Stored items

* * * * * * *

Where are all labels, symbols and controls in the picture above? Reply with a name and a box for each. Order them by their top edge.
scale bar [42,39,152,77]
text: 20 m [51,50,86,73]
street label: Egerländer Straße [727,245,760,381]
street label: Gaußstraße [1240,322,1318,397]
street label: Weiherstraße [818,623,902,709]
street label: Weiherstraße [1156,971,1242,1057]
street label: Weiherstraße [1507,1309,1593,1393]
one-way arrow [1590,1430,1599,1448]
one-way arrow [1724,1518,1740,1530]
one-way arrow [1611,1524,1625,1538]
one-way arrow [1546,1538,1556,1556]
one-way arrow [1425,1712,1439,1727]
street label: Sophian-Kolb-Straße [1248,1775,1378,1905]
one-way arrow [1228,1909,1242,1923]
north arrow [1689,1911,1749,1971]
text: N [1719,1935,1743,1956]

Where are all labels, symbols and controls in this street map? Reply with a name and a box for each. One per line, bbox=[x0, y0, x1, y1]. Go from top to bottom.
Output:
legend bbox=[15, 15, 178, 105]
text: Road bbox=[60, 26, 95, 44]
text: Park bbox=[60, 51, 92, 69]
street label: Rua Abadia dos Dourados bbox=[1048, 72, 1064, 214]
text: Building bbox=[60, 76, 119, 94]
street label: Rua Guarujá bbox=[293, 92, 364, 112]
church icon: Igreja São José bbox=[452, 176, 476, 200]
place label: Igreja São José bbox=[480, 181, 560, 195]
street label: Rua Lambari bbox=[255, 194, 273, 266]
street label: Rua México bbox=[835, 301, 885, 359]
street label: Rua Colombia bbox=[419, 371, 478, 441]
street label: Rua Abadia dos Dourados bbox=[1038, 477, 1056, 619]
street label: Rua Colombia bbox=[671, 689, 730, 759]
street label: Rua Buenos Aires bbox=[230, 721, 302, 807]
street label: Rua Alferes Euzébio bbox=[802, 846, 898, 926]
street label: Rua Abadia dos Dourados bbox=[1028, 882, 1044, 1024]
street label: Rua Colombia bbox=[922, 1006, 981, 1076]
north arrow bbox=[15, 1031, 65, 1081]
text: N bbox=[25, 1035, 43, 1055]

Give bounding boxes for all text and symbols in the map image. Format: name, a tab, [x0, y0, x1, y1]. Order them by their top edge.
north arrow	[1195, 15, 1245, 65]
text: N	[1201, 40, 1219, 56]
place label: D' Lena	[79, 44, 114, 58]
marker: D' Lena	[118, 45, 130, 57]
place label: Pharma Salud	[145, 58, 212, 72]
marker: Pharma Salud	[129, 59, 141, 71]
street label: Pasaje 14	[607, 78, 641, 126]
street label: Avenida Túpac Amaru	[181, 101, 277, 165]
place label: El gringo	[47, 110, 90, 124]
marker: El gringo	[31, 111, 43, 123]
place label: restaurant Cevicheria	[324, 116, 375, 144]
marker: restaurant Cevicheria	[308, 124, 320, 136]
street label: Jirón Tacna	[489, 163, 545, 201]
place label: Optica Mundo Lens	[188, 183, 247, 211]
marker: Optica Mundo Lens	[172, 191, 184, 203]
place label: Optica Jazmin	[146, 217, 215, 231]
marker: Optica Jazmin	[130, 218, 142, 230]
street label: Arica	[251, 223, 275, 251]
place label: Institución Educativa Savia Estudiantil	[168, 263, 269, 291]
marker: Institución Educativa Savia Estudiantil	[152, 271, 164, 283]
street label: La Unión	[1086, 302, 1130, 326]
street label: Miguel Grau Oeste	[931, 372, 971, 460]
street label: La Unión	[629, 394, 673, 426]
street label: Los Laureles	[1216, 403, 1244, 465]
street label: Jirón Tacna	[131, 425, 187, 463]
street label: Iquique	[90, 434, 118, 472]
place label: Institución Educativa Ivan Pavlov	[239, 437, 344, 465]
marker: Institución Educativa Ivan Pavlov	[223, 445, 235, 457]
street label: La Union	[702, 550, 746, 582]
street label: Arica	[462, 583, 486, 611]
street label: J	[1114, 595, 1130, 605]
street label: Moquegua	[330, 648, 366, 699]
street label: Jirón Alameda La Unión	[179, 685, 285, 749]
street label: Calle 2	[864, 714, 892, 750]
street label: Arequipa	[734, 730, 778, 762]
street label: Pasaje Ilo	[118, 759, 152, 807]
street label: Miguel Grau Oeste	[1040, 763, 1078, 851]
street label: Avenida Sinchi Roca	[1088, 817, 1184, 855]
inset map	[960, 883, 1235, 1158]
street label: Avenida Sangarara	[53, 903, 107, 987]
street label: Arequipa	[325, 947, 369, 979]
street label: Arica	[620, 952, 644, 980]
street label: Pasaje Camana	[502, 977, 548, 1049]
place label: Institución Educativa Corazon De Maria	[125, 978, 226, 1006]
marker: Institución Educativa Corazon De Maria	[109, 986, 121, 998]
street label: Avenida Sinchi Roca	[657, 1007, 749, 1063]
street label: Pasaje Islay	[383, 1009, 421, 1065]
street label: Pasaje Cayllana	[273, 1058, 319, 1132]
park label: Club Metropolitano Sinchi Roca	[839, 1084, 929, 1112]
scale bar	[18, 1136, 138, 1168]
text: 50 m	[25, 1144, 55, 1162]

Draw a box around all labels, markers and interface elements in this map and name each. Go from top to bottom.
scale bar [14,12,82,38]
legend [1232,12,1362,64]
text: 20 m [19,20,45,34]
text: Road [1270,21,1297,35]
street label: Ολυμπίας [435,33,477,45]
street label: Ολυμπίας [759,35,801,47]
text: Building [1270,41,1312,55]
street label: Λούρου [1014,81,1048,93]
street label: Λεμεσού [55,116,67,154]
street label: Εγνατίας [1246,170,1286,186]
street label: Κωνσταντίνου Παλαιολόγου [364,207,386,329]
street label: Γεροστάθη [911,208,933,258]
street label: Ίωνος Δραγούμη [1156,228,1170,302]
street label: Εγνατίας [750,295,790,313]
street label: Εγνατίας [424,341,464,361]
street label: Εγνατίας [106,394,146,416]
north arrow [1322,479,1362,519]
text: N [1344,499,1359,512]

* * * * * * *

EXERCISE DIRECTIONS:
Every entry above must appear again in the reply, exactly as it stands.

ANSWER FOR THIS EXERCISE:
Where are all labels, symbols and controls in the picture above? Reply with a name and a box for each. Order them by their top edge.
scale bar [42,39,152,77]
text: 20 m [51,50,86,73]
street label: Egerländer Straße [727,245,760,381]
street label: Gaußstraße [1240,322,1318,397]
street label: Weiherstraße [818,623,902,709]
street label: Weiherstraße [1156,971,1242,1057]
street label: Weiherstraße [1507,1309,1593,1393]
one-way arrow [1590,1430,1599,1448]
one-way arrow [1724,1518,1740,1530]
one-way arrow [1611,1524,1625,1538]
one-way arrow [1546,1538,1556,1556]
one-way arrow [1425,1712,1439,1727]
street label: Sophian-Kolb-Straße [1248,1775,1378,1905]
one-way arrow [1228,1909,1242,1923]
north arrow [1689,1911,1749,1971]
text: N [1719,1935,1743,1956]

Where are all labels, symbols and controls in this street map? Reply with a name and a box for each. One per line, bbox=[x0, y0, x1, y1]. Go from top to bottom.
Output:
legend bbox=[15, 15, 178, 105]
text: Road bbox=[60, 26, 95, 44]
text: Park bbox=[60, 51, 92, 69]
street label: Rua Abadia dos Dourados bbox=[1048, 72, 1064, 214]
text: Building bbox=[60, 76, 119, 94]
street label: Rua Guarujá bbox=[293, 92, 364, 112]
church icon: Igreja São José bbox=[452, 176, 476, 200]
place label: Igreja São José bbox=[480, 181, 560, 195]
street label: Rua Lambari bbox=[255, 194, 273, 266]
street label: Rua México bbox=[835, 301, 885, 359]
street label: Rua Colombia bbox=[419, 371, 478, 441]
street label: Rua Abadia dos Dourados bbox=[1038, 477, 1056, 619]
street label: Rua Colombia bbox=[671, 689, 730, 759]
street label: Rua Buenos Aires bbox=[230, 721, 302, 807]
street label: Rua Alferes Euzébio bbox=[802, 846, 898, 926]
street label: Rua Abadia dos Dourados bbox=[1028, 882, 1044, 1024]
street label: Rua Colombia bbox=[922, 1006, 981, 1076]
north arrow bbox=[15, 1031, 65, 1081]
text: N bbox=[25, 1035, 43, 1055]

Give bounding boxes for all text and symbols in the map image. Format: name, a tab, [x0, y0, x1, y1]. Order them by their top edge.
north arrow	[1195, 15, 1245, 65]
text: N	[1201, 40, 1219, 56]
place label: D' Lena	[79, 44, 114, 58]
marker: D' Lena	[118, 45, 130, 57]
place label: Pharma Salud	[145, 58, 212, 72]
marker: Pharma Salud	[129, 59, 141, 71]
street label: Pasaje 14	[607, 78, 641, 126]
street label: Avenida Túpac Amaru	[181, 101, 277, 165]
place label: El gringo	[47, 110, 90, 124]
marker: El gringo	[31, 111, 43, 123]
place label: restaurant Cevicheria	[324, 116, 375, 144]
marker: restaurant Cevicheria	[308, 124, 320, 136]
street label: Jirón Tacna	[489, 163, 545, 201]
place label: Optica Mundo Lens	[188, 183, 247, 211]
marker: Optica Mundo Lens	[172, 191, 184, 203]
place label: Optica Jazmin	[146, 217, 215, 231]
marker: Optica Jazmin	[130, 218, 142, 230]
street label: Arica	[251, 223, 275, 251]
place label: Institución Educativa Savia Estudiantil	[168, 263, 269, 291]
marker: Institución Educativa Savia Estudiantil	[152, 271, 164, 283]
street label: La Unión	[1086, 302, 1130, 326]
street label: Miguel Grau Oeste	[931, 372, 971, 460]
street label: La Unión	[629, 394, 673, 426]
street label: Los Laureles	[1216, 403, 1244, 465]
street label: Jirón Tacna	[131, 425, 187, 463]
street label: Iquique	[90, 434, 118, 472]
place label: Institución Educativa Ivan Pavlov	[239, 437, 344, 465]
marker: Institución Educativa Ivan Pavlov	[223, 445, 235, 457]
street label: La Union	[702, 550, 746, 582]
street label: Arica	[462, 583, 486, 611]
street label: J	[1114, 595, 1130, 605]
street label: Moquegua	[330, 648, 366, 699]
street label: Jirón Alameda La Unión	[179, 685, 285, 749]
street label: Calle 2	[864, 714, 892, 750]
street label: Arequipa	[734, 730, 778, 762]
street label: Pasaje Ilo	[118, 759, 152, 807]
street label: Miguel Grau Oeste	[1040, 763, 1078, 851]
street label: Avenida Sinchi Roca	[1088, 817, 1184, 855]
inset map	[960, 883, 1235, 1158]
street label: Avenida Sangarara	[53, 903, 107, 987]
street label: Arequipa	[325, 947, 369, 979]
street label: Arica	[620, 952, 644, 980]
street label: Pasaje Camana	[502, 977, 548, 1049]
place label: Institución Educativa Corazon De Maria	[125, 978, 226, 1006]
marker: Institución Educativa Corazon De Maria	[109, 986, 121, 998]
street label: Avenida Sinchi Roca	[657, 1007, 749, 1063]
street label: Pasaje Islay	[383, 1009, 421, 1065]
street label: Pasaje Cayllana	[273, 1058, 319, 1132]
park label: Club Metropolitano Sinchi Roca	[839, 1084, 929, 1112]
scale bar	[18, 1136, 138, 1168]
text: 50 m	[25, 1144, 55, 1162]

Draw a box around all labels, markers and interface elements in this map and name each. Go from top to bottom.
scale bar [14,12,82,38]
legend [1232,12,1362,64]
text: 20 m [19,20,45,34]
text: Road [1270,21,1297,35]
street label: Ολυμπίας [435,33,477,45]
street label: Ολυμπίας [759,35,801,47]
text: Building [1270,41,1312,55]
street label: Λούρου [1014,81,1048,93]
street label: Λεμεσού [55,116,67,154]
street label: Εγνατίας [1246,170,1286,186]
street label: Κωνσταντίνου Παλαιολόγου [364,207,386,329]
street label: Γεροστάθη [911,208,933,258]
street label: Ίωνος Δραγούμη [1156,228,1170,302]
street label: Εγνατίας [750,295,790,313]
street label: Εγνατίας [424,341,464,361]
street label: Εγνατίας [106,394,146,416]
north arrow [1322,479,1362,519]
text: N [1344,499,1359,512]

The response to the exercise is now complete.